The circumstances are different for Guerrero. There, a 15-acre stadium would amount to a small footprint in the near 400-acre park.
Nonetheless, the criteria we spelled out in negotiations over Butler remain the same for Guerrero. Precourt should: not pretend Central Texans don’t drive; provide community benefits commensurate to the value of the parkland that it would use for a stadium; and let Austin residents vote.
The city, too, should approach any negotiations based on those same terms. Council members should do their due diligence regarding Guerrero to avoid sending a message that Butler — west of Interstate 35, near affluent neighborhoods — is more important or valuable than Guerrero, east of I-35, near some low-income neighborhoods.
It would be helpful if the city did an economic feasibility study of Guerrero and McKalla to ensure whatever the sports venture offers in the way of community benefits is fair. Keep in mind those properties are taxpayer assets. Figuring out their market values or opportunity costs would help ensure a fair deal.
What would not be fair is giving away city-owned land to Precourt, either parkland or nonparkland, in exchange for a stadium that the city technically would own on paper — but that Precourt would manage and operate as its own private property.
It’s understandable why Precourt has its sights on Guerrero.
American-Statesman correspondent Chris Bils reported that Precourt is seeking the use of about 15 acres along the western edge of the park. That site, which contains the southernmost softball fields at the Krieg Softball Complex, offers views of the city skyline over Lady Bird Lake. It is distant from the adjoining bank of the Colorado River, which has experienced severe erosion over several decades.
Precourt representatives said the MLS club would pay to construct new softball fields at the park to avoid displacing local organizations. A Precourt spokesman told us the economics don’t work if the sports club must buy property and pay for a stadium.
There are good reasons for and against using Guerrero.
Council Member Sabino “Pio” Renteria, whose District 3 includes Guerrero, sees a deal with Precourt as a potential opportunity to address environmental erosion, make repairs and secure other amenities that would significantly improve the park, such as a pedestrian bridge connecting the north and south parts of the Ann and Roy Butler Hike and Bike Trail.
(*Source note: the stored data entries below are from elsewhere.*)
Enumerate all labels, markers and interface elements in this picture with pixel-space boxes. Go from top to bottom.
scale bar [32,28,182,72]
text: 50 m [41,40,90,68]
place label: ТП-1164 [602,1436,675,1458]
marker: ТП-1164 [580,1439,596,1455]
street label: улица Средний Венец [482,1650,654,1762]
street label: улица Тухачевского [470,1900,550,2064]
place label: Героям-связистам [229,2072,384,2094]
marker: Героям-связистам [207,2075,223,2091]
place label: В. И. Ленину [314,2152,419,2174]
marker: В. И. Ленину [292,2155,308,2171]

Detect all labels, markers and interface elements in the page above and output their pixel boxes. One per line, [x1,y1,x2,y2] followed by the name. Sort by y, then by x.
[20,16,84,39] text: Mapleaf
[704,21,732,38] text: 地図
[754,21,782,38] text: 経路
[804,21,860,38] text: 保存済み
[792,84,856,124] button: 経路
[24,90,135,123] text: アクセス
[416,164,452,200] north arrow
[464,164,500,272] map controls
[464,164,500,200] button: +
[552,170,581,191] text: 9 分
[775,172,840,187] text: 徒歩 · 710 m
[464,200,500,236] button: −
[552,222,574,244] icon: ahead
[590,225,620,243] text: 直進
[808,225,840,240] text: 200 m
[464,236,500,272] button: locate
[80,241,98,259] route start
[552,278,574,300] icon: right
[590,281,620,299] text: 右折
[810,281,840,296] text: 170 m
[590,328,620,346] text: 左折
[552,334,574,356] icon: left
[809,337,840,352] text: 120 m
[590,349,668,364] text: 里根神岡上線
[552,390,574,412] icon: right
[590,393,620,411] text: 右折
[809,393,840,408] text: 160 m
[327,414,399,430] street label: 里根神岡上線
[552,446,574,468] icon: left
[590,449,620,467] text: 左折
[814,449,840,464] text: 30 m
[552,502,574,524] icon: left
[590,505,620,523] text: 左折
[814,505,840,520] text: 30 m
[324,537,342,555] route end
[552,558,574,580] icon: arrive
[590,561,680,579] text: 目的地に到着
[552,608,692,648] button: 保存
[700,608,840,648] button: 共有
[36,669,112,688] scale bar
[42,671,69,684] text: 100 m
Renteria says he would put good ideas in the hands of voters. Others don’t see it that way — and they, too, have a point.
Susana Almanza, who leads PODER, a nonprofit that advances environmental and social justice causes, opposes using parkland for private development. She and other environmentalists say Guerrero Park is important in protecting the Colorado River and streams that snake through the property.
Obviously, the environmental impact on Guerrero — and its neighbor to the north, the Colorado River Wildlife Sanctuary Park, also owned by the city — are important considerations.
Whether one agrees with Renteria or his sister Almanza, the debate should be civil.
Renteria crossed a line of decorum by describing opponents as “hysterical people out there throwing bombs at us.” He should know that residents have a constitutional right to assemble and protest. It might be messy, but that’s democracy.